SOURCE RECORDS ::
....................

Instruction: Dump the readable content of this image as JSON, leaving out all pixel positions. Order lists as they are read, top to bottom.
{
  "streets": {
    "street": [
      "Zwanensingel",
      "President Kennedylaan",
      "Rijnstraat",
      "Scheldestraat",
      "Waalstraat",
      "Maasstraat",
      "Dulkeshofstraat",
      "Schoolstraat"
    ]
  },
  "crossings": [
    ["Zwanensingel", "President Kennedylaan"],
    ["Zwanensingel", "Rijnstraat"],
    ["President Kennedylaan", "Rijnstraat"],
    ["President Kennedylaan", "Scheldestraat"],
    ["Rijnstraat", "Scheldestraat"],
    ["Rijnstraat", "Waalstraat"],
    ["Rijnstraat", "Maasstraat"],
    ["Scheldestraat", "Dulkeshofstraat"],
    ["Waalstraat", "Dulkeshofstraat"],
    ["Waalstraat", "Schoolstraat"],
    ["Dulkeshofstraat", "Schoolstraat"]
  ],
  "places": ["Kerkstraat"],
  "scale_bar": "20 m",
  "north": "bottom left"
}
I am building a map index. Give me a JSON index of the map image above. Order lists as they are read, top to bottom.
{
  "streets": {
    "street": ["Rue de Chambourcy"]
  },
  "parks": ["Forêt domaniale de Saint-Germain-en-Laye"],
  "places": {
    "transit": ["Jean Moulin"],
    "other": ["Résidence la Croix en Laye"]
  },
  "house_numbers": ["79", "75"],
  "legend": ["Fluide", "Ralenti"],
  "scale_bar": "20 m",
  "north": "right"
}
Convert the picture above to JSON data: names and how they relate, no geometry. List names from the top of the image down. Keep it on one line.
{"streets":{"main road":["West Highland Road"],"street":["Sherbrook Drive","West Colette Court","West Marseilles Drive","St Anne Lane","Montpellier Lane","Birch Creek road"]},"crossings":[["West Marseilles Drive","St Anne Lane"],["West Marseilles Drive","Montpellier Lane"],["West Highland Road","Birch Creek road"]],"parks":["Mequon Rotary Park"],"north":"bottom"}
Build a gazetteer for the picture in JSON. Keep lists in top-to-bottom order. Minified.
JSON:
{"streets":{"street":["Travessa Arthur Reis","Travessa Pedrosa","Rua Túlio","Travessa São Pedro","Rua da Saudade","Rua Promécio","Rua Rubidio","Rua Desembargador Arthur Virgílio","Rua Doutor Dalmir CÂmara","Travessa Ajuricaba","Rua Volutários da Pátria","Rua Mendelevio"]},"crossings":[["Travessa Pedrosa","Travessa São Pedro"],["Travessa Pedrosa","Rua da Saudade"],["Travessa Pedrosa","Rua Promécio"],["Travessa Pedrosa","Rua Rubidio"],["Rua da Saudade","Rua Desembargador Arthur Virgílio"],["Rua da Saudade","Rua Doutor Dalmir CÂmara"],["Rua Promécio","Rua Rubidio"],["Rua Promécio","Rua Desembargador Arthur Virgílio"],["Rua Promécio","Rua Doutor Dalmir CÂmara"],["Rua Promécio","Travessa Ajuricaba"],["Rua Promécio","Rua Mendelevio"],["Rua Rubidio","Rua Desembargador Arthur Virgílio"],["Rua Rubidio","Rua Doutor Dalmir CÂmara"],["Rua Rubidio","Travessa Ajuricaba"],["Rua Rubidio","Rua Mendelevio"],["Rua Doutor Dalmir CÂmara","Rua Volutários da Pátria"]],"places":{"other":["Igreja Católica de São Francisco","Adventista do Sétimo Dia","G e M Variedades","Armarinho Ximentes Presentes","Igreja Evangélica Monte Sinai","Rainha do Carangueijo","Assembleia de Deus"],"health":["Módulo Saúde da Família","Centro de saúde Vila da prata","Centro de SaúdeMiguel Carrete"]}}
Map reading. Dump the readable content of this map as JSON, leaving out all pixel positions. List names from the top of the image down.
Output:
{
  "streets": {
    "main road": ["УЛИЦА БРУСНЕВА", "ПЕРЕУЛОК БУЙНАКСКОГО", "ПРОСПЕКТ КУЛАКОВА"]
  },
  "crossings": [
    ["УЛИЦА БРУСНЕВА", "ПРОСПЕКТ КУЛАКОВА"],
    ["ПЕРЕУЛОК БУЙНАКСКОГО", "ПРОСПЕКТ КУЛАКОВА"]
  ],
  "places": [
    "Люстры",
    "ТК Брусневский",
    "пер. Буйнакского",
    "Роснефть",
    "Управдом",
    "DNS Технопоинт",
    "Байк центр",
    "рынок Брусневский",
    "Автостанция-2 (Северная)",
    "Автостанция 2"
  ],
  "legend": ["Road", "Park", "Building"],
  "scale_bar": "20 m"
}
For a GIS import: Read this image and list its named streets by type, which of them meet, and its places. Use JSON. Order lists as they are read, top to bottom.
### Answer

....................

TASK INSTRUCTIONS ::
Return only the part of the records above that opens with the line containing "Convert the picture" and closes with the line containing "Build a gazetteer", ends included.

EXERCISE OUTPUT ::
Convert the picture above to JSON data: names and how they relate, no geometry. List names from the top of the image down. Keep it on one line.
{"streets":{"main road":["West Highland Road"],"street":["Sherbrook Drive","West Colette Court","West Marseilles Drive","St Anne Lane","Montpellier Lane","Birch Creek road"]},"crossings":[["West Marseilles Drive","St Anne Lane"],["West Marseilles Drive","Montpellier Lane"],["West Highland Road","Birch Creek road"]],"parks":["Mequon Rotary Park"],"north":"bottom"}
Build a gazetteer for the picture in JSON. Keep lists in top-to-bottom order. Minified.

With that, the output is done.